:: Information shown ::
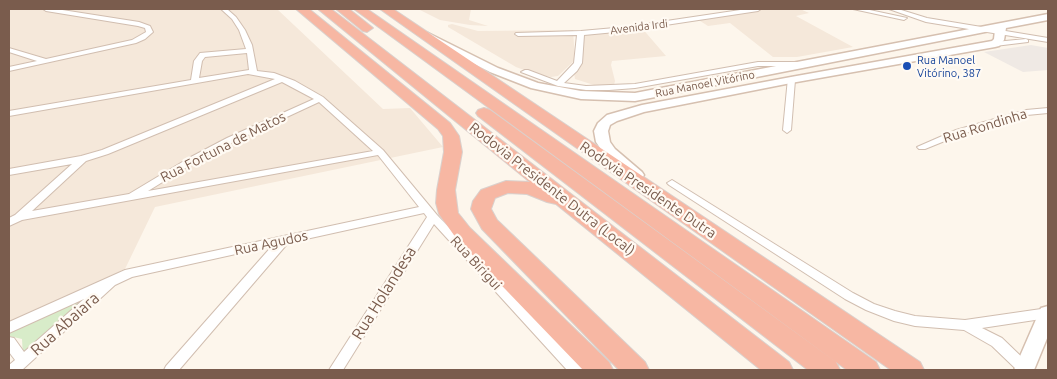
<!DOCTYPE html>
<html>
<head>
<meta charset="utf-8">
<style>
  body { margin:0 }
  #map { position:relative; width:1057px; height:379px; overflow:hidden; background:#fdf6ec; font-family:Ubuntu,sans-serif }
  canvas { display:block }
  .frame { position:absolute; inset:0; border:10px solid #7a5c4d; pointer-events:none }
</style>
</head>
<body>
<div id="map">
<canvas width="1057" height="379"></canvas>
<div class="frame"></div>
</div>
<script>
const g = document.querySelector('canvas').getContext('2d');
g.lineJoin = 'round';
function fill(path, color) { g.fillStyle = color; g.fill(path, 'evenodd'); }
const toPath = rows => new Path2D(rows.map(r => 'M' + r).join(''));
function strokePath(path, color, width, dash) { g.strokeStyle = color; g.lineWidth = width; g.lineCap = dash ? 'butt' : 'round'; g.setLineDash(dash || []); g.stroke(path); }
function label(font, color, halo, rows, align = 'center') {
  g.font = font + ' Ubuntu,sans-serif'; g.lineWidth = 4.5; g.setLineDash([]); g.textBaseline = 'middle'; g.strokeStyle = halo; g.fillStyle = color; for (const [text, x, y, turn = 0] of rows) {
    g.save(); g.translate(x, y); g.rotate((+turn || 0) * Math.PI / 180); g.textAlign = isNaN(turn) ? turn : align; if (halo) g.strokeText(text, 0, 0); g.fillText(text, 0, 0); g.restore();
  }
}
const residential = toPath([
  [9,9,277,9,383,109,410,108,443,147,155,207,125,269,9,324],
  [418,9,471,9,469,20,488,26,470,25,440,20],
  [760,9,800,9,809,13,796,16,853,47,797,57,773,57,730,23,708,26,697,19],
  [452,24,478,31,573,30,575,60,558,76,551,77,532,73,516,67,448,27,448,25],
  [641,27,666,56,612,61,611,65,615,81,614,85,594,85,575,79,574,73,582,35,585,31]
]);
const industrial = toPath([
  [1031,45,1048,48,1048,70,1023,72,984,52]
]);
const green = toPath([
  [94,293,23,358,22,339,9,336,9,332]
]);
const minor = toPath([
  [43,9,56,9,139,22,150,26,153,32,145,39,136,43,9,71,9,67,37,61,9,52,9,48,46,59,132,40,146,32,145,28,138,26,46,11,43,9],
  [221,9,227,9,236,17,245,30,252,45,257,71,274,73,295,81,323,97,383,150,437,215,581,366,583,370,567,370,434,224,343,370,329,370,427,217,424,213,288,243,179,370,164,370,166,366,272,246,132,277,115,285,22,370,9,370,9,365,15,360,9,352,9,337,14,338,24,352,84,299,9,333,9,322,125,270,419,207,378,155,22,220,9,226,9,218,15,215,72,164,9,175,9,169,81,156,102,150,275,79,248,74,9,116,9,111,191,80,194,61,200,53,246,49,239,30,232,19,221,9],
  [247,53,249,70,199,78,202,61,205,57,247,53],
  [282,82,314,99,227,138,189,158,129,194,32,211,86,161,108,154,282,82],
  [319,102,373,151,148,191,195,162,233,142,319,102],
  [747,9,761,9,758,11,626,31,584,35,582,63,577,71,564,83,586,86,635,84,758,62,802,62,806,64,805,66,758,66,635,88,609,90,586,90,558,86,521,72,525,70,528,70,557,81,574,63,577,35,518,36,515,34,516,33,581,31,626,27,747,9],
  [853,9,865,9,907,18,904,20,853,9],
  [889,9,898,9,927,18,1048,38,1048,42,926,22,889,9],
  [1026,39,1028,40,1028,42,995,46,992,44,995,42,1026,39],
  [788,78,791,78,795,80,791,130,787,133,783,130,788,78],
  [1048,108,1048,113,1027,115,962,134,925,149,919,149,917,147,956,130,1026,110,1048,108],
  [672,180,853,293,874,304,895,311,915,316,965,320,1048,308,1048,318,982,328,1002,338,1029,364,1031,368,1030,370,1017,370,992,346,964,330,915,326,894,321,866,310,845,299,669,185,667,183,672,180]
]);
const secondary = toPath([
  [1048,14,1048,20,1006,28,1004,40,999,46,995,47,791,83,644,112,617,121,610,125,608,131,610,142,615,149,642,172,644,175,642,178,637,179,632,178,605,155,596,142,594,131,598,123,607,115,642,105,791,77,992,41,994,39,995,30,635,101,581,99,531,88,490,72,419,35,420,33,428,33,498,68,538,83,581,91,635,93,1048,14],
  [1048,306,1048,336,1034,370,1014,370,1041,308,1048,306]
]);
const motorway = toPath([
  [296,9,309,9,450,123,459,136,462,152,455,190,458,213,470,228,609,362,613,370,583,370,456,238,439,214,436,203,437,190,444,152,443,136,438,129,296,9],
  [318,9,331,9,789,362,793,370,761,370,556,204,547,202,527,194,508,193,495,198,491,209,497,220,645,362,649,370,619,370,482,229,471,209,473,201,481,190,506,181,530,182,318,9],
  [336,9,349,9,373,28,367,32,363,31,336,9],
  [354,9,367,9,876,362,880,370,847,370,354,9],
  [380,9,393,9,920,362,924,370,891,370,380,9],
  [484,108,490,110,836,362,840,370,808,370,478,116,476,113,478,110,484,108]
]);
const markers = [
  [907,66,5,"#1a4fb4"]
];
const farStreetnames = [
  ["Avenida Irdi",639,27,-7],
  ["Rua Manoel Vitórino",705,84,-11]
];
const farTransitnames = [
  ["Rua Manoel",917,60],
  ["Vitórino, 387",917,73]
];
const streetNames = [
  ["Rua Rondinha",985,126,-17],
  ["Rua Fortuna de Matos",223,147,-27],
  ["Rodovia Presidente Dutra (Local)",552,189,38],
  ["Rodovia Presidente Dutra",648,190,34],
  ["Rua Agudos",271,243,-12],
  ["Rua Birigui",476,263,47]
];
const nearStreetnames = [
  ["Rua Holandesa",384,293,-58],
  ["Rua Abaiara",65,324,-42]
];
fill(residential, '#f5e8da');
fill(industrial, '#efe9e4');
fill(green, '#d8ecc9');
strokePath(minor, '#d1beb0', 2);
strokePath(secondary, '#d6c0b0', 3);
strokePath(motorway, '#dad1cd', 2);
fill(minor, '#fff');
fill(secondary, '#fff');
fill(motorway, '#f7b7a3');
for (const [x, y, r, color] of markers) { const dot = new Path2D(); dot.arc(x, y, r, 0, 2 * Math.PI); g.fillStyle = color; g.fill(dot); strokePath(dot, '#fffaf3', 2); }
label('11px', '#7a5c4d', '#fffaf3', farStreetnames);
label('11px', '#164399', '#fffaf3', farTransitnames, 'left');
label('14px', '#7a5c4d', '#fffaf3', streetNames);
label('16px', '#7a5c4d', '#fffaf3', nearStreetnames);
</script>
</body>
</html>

:: Exercise aim ::
Scan the records above line by line, counting those where the word "align" appears, and give the count alone.

:: Finished task ::
2